The media Kickstarters I have backed:
- A documentary
- A comic collection
- A symphony
- An English translation of Osamu Tezuka’s “The Crater”
- A fantasy anthology
The story with the media projects isn’t nearly so happy. Let’s take a closer look at these projects:
- The documentary – funded 8/12 – non-film related rewards were sent out on time, but the film itself remains unfinished to this day. The project is on the 3rd editor and the last update was 7/14. It’s a passion project for the actress whose project it is; but if I were a backer whose award included a copy of the film, I’d have written this off by now.
- The comic collection – funded 3/13 – received 5/13
- The symphony – funded 4/13 – due 9/13 – remains incomplete to this day. Last update was 12/2014. The only reason I haven’t written this off is that the last few months the composer has made an effort to improve communication. I do believe I’ll eventually get this, but I don’t know when. If I get it before the two year mark, I’ll be surprised.
- The translation – funded 6/13 – due 8/13 – remains incomplete to this day. Last update was 6/2014. No way around it: I’m out $37. Communication was awful (when it did occur) and after some sleuthing people have discovered that the LLC that the creator had set up for the project was made inactive by the state of Florida for failure to file required forms.
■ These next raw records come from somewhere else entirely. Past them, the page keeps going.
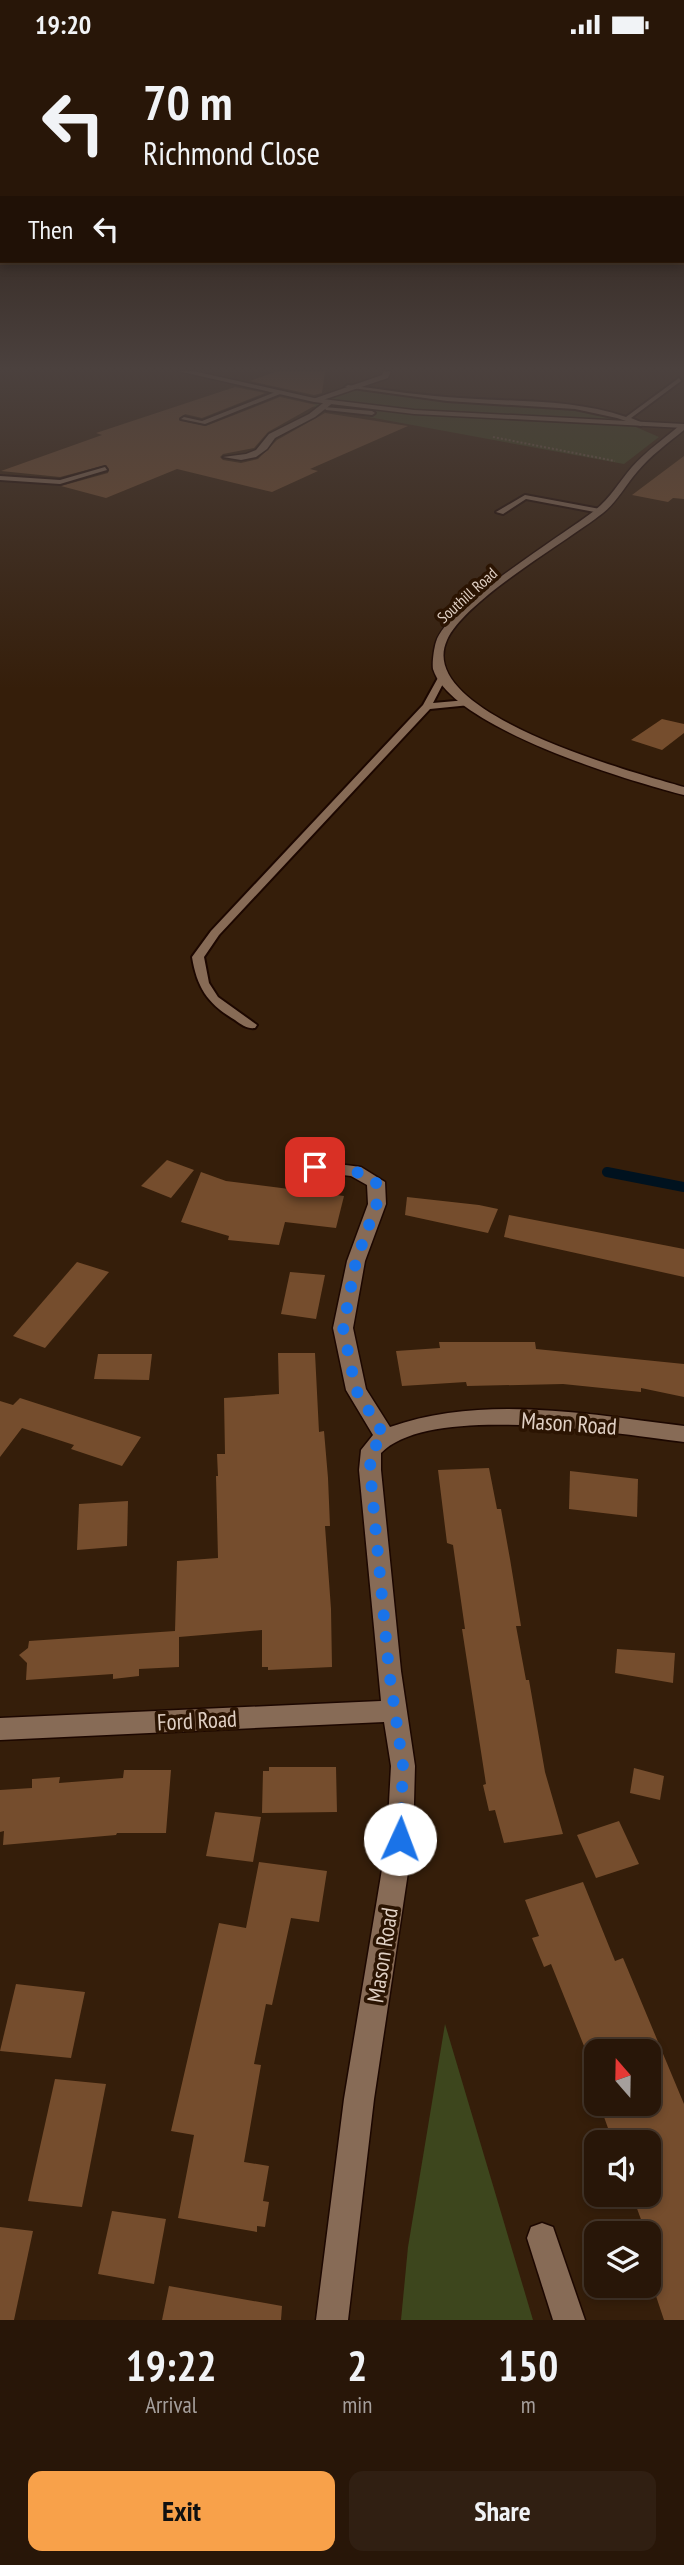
<!DOCTYPE html>
<style>
body{margin:0;font-family:"PT Sans Narrow",sans-serif;background:#301f12;color:#f1f3f6;height:100vh;display:flex;flex-direction:column;font-size:26px;white-space:nowrap}
*{box-sizing:border-box;margin:0}
p{font-size:23px;color:#a59f9c}
.icon{flex:none;width:38px;height:38px;fill:none;stroke:currentColor;stroke-width:2;stroke-linecap:round;stroke-linejoin:round}
.map{position:relative;height:2271px;overflow:hidden}
.sheet{display:flex;flex-direction:column;background:#281608;flex:1}
.sheet>*{flex:none}
.banner{position:absolute;left:0px;top:0px;width:684px;height:214px;box-shadow:0 4px 10px #0003,0 0 0 2px #443529;background:#281608;color:#f1f3f6;overflow:hidden}
.needle{width:46px;rotate:340deg}
.tools{position:absolute;left:584px;top:1990px;display:grid;gap:14px}
.tools a{display:grid;place-items:center;width:77px;height:77px;border-radius:14px;background:#281608;box-shadow:0 4px 10px #0003,0 0 0 2px #443529;font-size:35px}
.pin{position:absolute;display:grid;place-items:center;width:60px;height:60px;color:#fff;margin:-30px;border-radius:14px;box-shadow:0 4px 10px #0006}
.me{position:absolute;width:77px;margin:-38px;rotate:2deg;stroke-linejoin:round;filter:drop-shadow(0 0 5px #0008)}
.turn{display:flex;align-items:center;gap:24px;height:147px;padding:0 28px;font-size:32px}
.turn .icon{width:91px;height:91px;stroke-width:2.5}
.turn b{display:block;font-size:49px;line-height:60px}
.then{display:flex;align-items:center;height:66px;padding:0 28px;background:#0003;gap:14px;font-size:26px}
.eta{display:flex;justify-content:space-evenly;align-items:center;height:119px;text-align:center}
.eta b{font-size:42px;font-weight:800;line-height:49px}
.primary-button{display:flex;gap:14px;margin-top:auto;padding:14px 28px}
.primary-button a{flex:1;height:80px;border-radius:14px;background:#f8a14a;color:#111;font-size:28px;font-weight:800;line-height:80px;text-align:center}
.primary-button a+a{background:#301f12;color:#f1f3f6}
.status{display:flex;justify-content:space-between;align-items:center;height:49px;padding:0 35px;background:#281608;direction:ltr}
.status svg{height:19px;fill:currentColor}
.map>svg:first-child{display:block}
</style>
<div class="status"><b>19:20</b><svg viewBox="0 0 49 12"><path d="M0 12V9h3v3zM5 12V6h3v6zM10 12V3h3v9zM15 12V0h3v12zM26 1h20v11H26zM47 4h2v5h-2z"/></svg></div>
<div class="map">
<svg width="684" height="2271" viewBox="0 0 684 2271">
<rect width="100%" height="100%" fill="#351e0a"/>
<g fill="#3d461d">
<path d="M 352,340 L 459,352 L 582,360 L 601,363 L 659,388 L 624,415 L 309,357 Z"/>
<path d="M 445,1975 L 533,2271 L 401,2271 L 408,2198 Z"/>
</g>
<g fill="none" stroke-linecap="round" stroke-linejoin="round">
<path stroke="#00121f" stroke-width="10" d="M 607,1123 L 684,1138"/>
</g>
<g fill="#754d2d">
<path d="M 278,322 L 325,322 L 322,344 L 314,346 L 250,332 Z"/>
<path d="M 235,338 L 265,344 L 202,369 L 185,365 L 179,371 L 206,377 L 280,348 L 316,356 L 268,383 L 254,399 L 223,405 L 220,408 L 223,411 L 241,414 L 258,410 L 277,391 L 325,364 L 408,377 L 310,420 L 318,422 L 272,443 L 177,420 L 106,449 L 61,437 L 108,424 L 109,420 L 106,416 L 60,428 L 1,422 L 102,386 L 96,384 Z"/>
<path d="M 684,407 L 684,450 L 673,449 L 668,453 L 632,446 Z"/>
<path d="M 662,670 L 684,675 L 684,684 L 662,701 L 631,691 Z"/>
<path d="M 167,1111 L 194,1121 L 171,1149 L 141,1137 Z"/>
<path d="M 201,1123 L 226,1132 L 344,1147 L 336,1179 L 285,1173 L 279,1196 L 228,1191 L 229,1187 L 181,1173 Z"/>
<path d="M 407,1148 L 479,1156 L 498,1160 L 488,1184 L 405,1166 Z"/>
<path d="M 509,1166 L 684,1200 L 684,1228 L 504,1188 Z"/>
<path d="M 77,1213 L 109,1223 L 45,1299 L 13,1287 Z"/>
<path d="M 290,1223 L 325,1226 L 316,1270 L 281,1265 Z"/>
<path d="M 439,1293 L 535,1293 L 536,1300 L 684,1315 L 684,1348 L 641,1339 L 641,1343 L 563,1335 L 467,1337 L 466,1333 L 402,1337 L 396,1302 L 440,1299 Z"/>
<path d="M 278,1304 L 315,1304 L 319,1383 L 324,1382 L 328,1429 L 330,1477 L 325,1477 L 331,1560 L 332,1618 L 268,1621 L 268,1618 L 262,1618 L 262,1581 L 179,1588 L 179,1618 L 139,1620 L 139,1627 L 113,1630 L 113,1625 L 26,1631 L 27,1614 L 19,1606 L 28,1599 L 29,1592 L 175,1582 L 177,1512 L 218,1509 L 216,1427 L 218,1427 L 217,1405 L 225,1405 L 224,1349 L 279,1345 Z"/>
<path d="M 98,1305 L 152,1305 L 149,1331 L 94,1330 Z"/>
<path d="M 20,1349 L 141,1388 L 122,1417 L 71,1400 L 74,1396 L 22,1379 L 0,1408 L 0,1352 L 13,1356 Z"/>
<path d="M 489,1419 L 497,1460 L 501,1460 L 510,1510 L 521,1577 L 516,1577 L 526,1631 L 529,1631 L 545,1723 L 563,1785 L 504,1794 L 495,1761 L 489,1762 L 483,1736 L 486,1735 L 462,1580 L 465,1580 L 453,1496 L 447,1494 L 438,1421 Z"/>
<path d="M 570,1422 L 638,1430 L 637,1468 L 569,1460 Z"/>
<path d="M 128,1452 L 127,1497 L 77,1501 L 79,1455 Z"/>
<path d="M 617,1600 L 675,1604 L 673,1634 L 615,1624 Z"/>
<path d="M 269,1718 L 336,1718 L 337,1763 L 262,1764 L 263,1722 L 269,1722 Z"/>
<path d="M 634,1719 L 664,1727 L 660,1751 L 630,1744 Z"/>
<path d="M 124,1721 L 171,1721 L 166,1784 L 117,1784 L 116,1786 L 3,1796 L 4,1782 L 0,1783 L 0,1741 L 32,1739 L 32,1730 L 60,1728 L 59,1734 L 123,1729 Z"/>
<path d="M 215,1763 L 261,1768 L 253,1813 L 206,1807 Z"/>
<path d="M 619,1772 L 639,1815 L 596,1829 L 577,1786 Z"/>
<path d="M 259,1813 L 327,1822 L 319,1873 L 291,1869 L 272,1956 L 266,1955 L 254,2015 L 261,2016 L 244,2113 L 269,2117 L 263,2152 L 269,2153 L 265,2178 L 257,2177 L 257,2183 L 178,2169 L 194,2086 L 171,2082 L 219,1874 L 246,1879 Z"/>
<path d="M 583,1833 L 615,1912 L 623,1909 L 684,2055 L 684,2271 L 664,2271 L 649,2226 L 649,2184 L 646,2184 L 632,2146 L 649,2146 L 649,2093 L 613,2093 L 599,2054 L 649,2054 L 649,2002 L 586,2002 L 551,1915 L 544,1918 L 532,1889 L 539,1887 L 525,1851 Z"/>
<path d="M 16,1935 L 85,1943 L 71,2009 L 0,2002 Z"/>
<path d="M 55,2030 L 106,2035 L 82,2158 L 28,2152 Z"/>
<path d="M 112,2162 L 166,2170 L 154,2235 L 98,2225 Z"/>
<path d="M 0,2178 L 33,2182 L 14,2271 L 0,2271 Z"/>
<path d="M 169,2237 L 282,2257 L 281,2271 L 162,2271 Z"/>
</g>
<g fill="none" stroke-linecap="round" stroke-linejoin="round">
<defs>
<g id="service">
<path d="M 679,329 L 681,332 L 631,369 L 643,374 L 641,377 L 617,369 L 575,360 L 447,352 L 345,338 L 348,336 C 385,341 423,347 460,349 C 516,353 573,350 626,368 Z"/>
<path d="M 278,342 L 280,345 L 205,375 L 181,370 L 184,368 L 202,372 Z"/>
<path d="M 324,358 L 372,362 L 375,364 L 372,366 L 326,361 Z"/>
<path d="M 105,418 L 107,421 L 60,435 L 0,431 L 0,427 L 60,431 Z"/>
<path d="M 525,446 L 600,460 L 604,462 L 600,464 L 526,450 L 503,465 L 496,463 Z"/>
<path d="M 443,624 L 447,627 L 433,654 L 467,651 L 470,652 L 470,656 L 430,660 L 219,886 L 204,908 L 209,934 L 218,948 L 257,976 L 255,979 C 247,980 242,976 235,971 C 208,955 197,939 192,908 L 211,882 L 423,656 L 439,627 Z"/>
</g>
<g id="minor">
<path d="M 384,322 L 391,322 L 388,329 L 317,353 L 310,351 L 382,326 Z"/>
<path d="M 327,351 L 334,353 L 315,368 L 275,389 L 267,400 L 256,408 L 241,411 L 223,408 L 246,405 L 256,401 L 269,385 L 309,365 Z"/>
<path d="M 680,376 L 684,376 L 684,381 C 668,394 650,407 637,423 C 625,437 617,453 603,464 C 566,493 465,551 447,591 C 413,665 636,724 684,738 L 684,746 C 628,732 451,678 433,620 C 432,614 434,599 436,593 C 447,557 560,488 594,462 C 610,450 619,433 632,418 C 646,402 664,390 680,376 Z"/>
<path d="M 315,1112 L 361,1118 L 385,1133 L 386,1155 L 365,1212 L 353,1279 L 366,1340 L 390,1378 C 483,1345 588,1365 684,1377 L 684,1393 C 616,1385 431,1353 381,1404 L 381,1421 L 401,1622 L 415,1717 L 413,1790 L 374,2050 L 348,2271 L 316,2271 L 344,2050 L 387,1790 L 391,1717 L 384,1673 L 0,1691 L 0,1669 L 381,1652 L 359,1421 L 361,1401 L 373,1386 L 346,1341 L 333,1279 L 347,1212 L 368,1155 L 367,1136 L 351,1127 L 309,1122 L 306,1118 L 309,1114 Z"/>
<path d="M 542,2174 L 553,2178 L 585,2271 L 553,2271 L 527,2189 L 531,2178 Z"/>
</g>
<path id="tertiary" d="M 178,322 L 193,322 L 314,349 L 414,361 L 684,375 L 684,379 L 414,365 L 314,353 Z"/>
</defs>
<use href="#service" stroke="#1c0700" stroke-width="4"/>
<use href="#minor" stroke="#1c0700" stroke-width="3"/>
<use href="#tertiary" stroke="#1c0700" stroke-width="3"/>
<path stroke="#7a6656" stroke-width="2" stroke-dasharray="2 2" stroke-linecap="butt" d="M 493,388 L 615,412"/>
<use href="#service" fill="#876b56" fill-rule="evenodd"/>
<use href="#minor" fill="#876b56" fill-rule="evenodd"/>
<use href="#tertiary" fill="#876b56" fill-rule="evenodd"/>
</g>
<linearGradient id="sky" x2="0" y2="1"><stop stop-color="#1d1006"/><stop offset="0.5" stop-color="#4b413e"/><stop offset="1" stop-color="#4b413e" stop-opacity="0"/></linearGradient>
<rect width="684" height="640" fill="url(#sky)"/>
<g fill="none" stroke-linecap="round" stroke-linejoin="round">
<path stroke="#1a73e8" stroke-width="12" stroke-dasharray="0 21.6" d="M 315,1118 L 355,1122 L 376,1133 L 377,1154 L 356,1212 L 343,1279 L 356,1341 L 385,1388 L 371,1401 L 370,1421 L 389,1622 L 403,1717 L 400,1790"/>
</g>
<g text-anchor="middle" dominant-baseline="central" stroke-width="7" stroke-linejoin="round" paint-order="stroke">
<g font-size="16" fill="#dfcfc3" stroke="#2b1402">
<text transform="translate(467 546) rotate(-42)">Southill Road</text>
</g>
<g font-size="23" fill="#dfcfc3" stroke="#2b1402">
<text transform="translate(569 1374) rotate(4)">Mason Road</text>
<text transform="translate(197 1671) rotate(-3)">Ford Road</text>
<text transform="translate(382 1906) rotate(-81)">Mason Road</text>
</g>
</g>
</svg>
<div class="tools">
<a><svg class="needle" viewBox="-14 -14 28 28"><path d="M0-13l5 13h-10z" fill="#e53935"/><path d="M0 13l5-13h-10z" fill="#a59f9c"/></svg></a>
<a><svg class="icon" aria-label="sound" viewBox="0 0 24 24"><path d="M4 9h4l5-4v14l-5-4H4zM17 9q2 3 0 6"/></svg></a>
<a><svg class="icon" aria-label="layers" viewBox="0 0 24 24"><path d="M12 4l9 5-9 5-9-5zM3 14l9 5 9-5"/></svg></a>
</div>
<div class="pin" style="left:315px;top:1118px;background:#d93025"><svg class="icon" aria-label="arrive" viewBox="0 0 24 24"><path d="M6 21V4h12l-3 4 3 4H6"/></svg></div>
<svg class="me" style="left:400px;top:1790px" viewBox="-20 -20 40 40"><circle r="19" fill="#fff"/><path d="M0-13L10 11 0 6-10 11z" fill="#1a73e8"/></svg>
<div class="banner">
<div class="turn"><svg class="icon" aria-label="left" viewBox="0 0 24 24"><path d="M17 20v-9H6M10 6l-5 5 5 5"/></svg><div><b>70 m</b>Richmond Close</div></div>
<div class="then">Then<svg class="icon" aria-label="left" viewBox="0 0 24 24"><path d="M17 20v-9H6M10 6l-5 5 5 5"/></svg></div>
</div>
</div>
<section class="sheet">
<div class="eta">
<div><b>19:22</b><p>Arrival</p></div>
<div><b>2</b><p>min</p></div>
<div><b>150</b><p>m</p></div>
</div>
<div class="primary-button"><a>Exit</a><a>Share</a></div>
</section>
Whether a flat-out scam or a creator so in over their head that he drowned it still ends the same way: I’m not going to get my book and I have no recourse to get my money back. True story: ask Kickstarter for help with creators that have disappeared and you basically get a “Cool story bro, talk to the creator” canned response
- The anthology – funded 9/14 – due 12/14 – remains unfinished. However, communication has been good, and a lot of projects usually run 1-2 months over their initial estimate, so I remain confident. The only real reason I went with this project was because the creator had some experience and they attracted some legitimate names to the project. I’ll be sure to show this off if/when I get it.
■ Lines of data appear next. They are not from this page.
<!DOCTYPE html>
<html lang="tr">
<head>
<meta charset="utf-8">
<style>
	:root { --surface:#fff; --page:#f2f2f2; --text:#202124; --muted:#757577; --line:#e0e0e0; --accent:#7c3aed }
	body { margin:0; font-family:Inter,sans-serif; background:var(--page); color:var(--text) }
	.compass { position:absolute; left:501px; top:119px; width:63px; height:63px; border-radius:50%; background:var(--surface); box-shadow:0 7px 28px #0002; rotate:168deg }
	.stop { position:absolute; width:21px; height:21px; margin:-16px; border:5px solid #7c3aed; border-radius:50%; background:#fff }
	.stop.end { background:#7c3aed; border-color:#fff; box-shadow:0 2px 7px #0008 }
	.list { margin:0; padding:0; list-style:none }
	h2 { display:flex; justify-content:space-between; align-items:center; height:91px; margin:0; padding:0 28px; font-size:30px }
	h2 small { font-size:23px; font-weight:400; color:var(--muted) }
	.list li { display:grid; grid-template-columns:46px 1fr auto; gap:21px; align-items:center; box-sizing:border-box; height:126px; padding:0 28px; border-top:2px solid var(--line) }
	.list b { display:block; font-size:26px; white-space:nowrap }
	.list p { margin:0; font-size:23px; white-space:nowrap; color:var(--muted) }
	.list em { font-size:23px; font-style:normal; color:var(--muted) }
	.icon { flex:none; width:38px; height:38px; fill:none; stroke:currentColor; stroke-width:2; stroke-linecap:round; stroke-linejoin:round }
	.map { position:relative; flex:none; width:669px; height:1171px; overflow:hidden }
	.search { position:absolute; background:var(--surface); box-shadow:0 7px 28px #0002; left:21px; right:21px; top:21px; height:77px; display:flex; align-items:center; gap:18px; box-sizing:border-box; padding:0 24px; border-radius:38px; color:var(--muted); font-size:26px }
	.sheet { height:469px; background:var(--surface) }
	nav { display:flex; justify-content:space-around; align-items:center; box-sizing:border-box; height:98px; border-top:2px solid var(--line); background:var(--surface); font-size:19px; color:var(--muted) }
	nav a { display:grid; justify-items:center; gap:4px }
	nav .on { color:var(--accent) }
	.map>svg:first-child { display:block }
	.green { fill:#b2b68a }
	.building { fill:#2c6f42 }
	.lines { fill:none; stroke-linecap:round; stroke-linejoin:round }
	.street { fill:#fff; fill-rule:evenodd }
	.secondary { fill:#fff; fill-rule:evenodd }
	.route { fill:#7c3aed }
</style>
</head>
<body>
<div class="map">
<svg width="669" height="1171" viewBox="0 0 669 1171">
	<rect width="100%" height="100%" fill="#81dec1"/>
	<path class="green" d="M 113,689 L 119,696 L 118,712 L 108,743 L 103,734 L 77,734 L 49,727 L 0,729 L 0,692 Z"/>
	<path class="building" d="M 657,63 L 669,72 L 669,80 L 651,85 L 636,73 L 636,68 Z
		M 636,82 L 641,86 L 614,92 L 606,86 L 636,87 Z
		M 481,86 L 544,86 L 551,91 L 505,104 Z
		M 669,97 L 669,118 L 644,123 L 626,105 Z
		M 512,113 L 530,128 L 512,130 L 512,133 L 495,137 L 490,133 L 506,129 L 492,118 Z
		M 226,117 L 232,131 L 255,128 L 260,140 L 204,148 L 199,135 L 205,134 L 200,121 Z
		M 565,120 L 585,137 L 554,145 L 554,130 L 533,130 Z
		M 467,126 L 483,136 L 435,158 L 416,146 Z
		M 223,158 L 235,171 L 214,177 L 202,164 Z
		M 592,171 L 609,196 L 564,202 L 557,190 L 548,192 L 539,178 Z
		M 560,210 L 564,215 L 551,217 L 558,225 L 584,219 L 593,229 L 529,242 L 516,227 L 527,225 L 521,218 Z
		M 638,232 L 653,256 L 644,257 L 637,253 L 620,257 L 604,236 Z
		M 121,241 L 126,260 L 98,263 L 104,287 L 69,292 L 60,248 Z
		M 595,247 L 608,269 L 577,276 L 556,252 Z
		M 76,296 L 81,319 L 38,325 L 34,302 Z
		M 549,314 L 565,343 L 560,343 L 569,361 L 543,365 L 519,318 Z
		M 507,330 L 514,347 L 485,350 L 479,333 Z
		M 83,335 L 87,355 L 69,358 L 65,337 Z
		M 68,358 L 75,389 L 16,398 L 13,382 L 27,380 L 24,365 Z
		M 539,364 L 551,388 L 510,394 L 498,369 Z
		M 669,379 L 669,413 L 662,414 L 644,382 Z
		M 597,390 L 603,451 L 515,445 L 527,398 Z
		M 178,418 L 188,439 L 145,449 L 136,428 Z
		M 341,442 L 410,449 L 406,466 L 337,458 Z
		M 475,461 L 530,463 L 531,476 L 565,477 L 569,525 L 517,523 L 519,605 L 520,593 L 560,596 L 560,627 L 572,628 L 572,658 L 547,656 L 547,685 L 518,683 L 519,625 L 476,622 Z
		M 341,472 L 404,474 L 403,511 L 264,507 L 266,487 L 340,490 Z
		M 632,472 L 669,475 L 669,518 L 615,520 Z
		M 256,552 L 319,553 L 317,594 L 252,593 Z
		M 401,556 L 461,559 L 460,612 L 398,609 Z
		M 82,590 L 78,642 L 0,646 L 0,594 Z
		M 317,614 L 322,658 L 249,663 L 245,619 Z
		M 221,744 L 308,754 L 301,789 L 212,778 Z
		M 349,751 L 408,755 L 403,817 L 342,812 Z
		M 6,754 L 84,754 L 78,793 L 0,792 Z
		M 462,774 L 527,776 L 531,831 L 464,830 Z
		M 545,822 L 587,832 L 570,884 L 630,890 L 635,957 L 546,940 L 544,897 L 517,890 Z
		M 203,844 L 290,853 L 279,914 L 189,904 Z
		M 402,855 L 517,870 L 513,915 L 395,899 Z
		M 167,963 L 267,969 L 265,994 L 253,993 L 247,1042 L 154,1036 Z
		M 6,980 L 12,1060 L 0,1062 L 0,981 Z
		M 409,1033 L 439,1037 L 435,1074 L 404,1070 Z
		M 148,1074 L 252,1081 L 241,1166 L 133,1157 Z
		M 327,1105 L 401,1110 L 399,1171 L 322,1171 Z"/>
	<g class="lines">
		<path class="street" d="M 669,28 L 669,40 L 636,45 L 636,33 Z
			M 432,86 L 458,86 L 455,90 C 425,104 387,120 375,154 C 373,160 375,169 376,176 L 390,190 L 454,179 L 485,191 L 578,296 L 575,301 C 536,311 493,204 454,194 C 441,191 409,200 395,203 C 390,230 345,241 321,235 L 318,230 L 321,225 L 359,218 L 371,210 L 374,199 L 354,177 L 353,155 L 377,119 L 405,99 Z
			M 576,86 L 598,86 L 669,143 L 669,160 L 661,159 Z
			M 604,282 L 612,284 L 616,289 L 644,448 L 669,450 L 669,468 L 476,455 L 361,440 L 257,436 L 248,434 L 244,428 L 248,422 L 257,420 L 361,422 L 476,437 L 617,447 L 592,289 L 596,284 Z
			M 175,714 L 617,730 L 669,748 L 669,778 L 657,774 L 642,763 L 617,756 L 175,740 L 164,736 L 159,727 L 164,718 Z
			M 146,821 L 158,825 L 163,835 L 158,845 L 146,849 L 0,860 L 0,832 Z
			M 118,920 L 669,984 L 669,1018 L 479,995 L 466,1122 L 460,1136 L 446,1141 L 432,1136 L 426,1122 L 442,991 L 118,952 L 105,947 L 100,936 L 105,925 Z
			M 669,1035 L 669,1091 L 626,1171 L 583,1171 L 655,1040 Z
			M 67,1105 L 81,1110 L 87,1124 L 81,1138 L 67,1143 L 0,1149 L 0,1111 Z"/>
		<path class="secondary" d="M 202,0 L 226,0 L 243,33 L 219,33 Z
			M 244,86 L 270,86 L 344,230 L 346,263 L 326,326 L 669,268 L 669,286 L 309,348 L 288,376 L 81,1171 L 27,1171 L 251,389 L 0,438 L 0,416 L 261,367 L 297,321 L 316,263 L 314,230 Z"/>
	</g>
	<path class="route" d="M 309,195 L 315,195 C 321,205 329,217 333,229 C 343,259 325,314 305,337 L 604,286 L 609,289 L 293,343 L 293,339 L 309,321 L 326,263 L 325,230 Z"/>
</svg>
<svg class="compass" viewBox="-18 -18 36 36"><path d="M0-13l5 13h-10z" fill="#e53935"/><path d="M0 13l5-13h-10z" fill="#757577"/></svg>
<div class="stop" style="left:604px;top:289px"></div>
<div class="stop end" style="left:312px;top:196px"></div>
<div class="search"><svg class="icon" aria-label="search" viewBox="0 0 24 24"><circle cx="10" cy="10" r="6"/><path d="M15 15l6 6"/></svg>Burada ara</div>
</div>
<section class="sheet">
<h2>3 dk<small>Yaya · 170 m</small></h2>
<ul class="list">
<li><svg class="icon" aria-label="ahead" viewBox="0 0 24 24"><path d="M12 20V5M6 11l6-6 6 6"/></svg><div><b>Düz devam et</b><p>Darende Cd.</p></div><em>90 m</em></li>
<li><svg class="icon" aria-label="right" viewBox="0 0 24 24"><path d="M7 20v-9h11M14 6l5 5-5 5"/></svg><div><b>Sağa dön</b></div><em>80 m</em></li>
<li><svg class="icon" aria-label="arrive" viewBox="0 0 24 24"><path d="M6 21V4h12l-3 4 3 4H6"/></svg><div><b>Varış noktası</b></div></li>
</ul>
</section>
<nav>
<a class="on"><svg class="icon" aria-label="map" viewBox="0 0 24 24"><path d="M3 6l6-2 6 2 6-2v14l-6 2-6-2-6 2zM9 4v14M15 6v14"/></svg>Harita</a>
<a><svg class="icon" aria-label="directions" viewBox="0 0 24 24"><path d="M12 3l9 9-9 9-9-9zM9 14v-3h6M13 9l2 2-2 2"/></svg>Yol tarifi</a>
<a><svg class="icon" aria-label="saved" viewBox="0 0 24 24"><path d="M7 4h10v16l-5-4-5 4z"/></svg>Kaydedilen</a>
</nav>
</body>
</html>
So of five media projects I backed, four have not completed their main project. Two are ridiculously overdue and one I’ll never get. This is a HORRIBLE track record of 20%. And the one that has completed thus far actually more resembles the non-media projects: the book was written before the Kickstarter and the printer was already lined up. The funds let him send it to the printer. But the other four? Where items were being created from scratch and? Big old goose egg. Even if I eventually get say, the symphony, let’s be realistic: you aren’t backing a project to get it a year or even two years late. You want your project on time.
I’ll be honest, I’m feeling burned by these more creative projects and I’ve become super weary of them. Good intentions are great, but they’re just that: intentions. I’m not a publisher. I’m not in this to take a risk and maybe make some money. I just want what I ordered. And so will most backers. Nothing turns off someone from crowdfunding more than a project not meeting expectations and to have MULTIPLE projects do so, well, yeah. I’ve played with fire, been burned and now backing off.
And so, odds of me backing any more media projects are very slim. I’m tired of money going out with nothing to show for it. If you want to go for it, by all means, be my guest. But listen to your gut and be prepared for the project not to deliver. It’ll soften the blow of potential disappointment.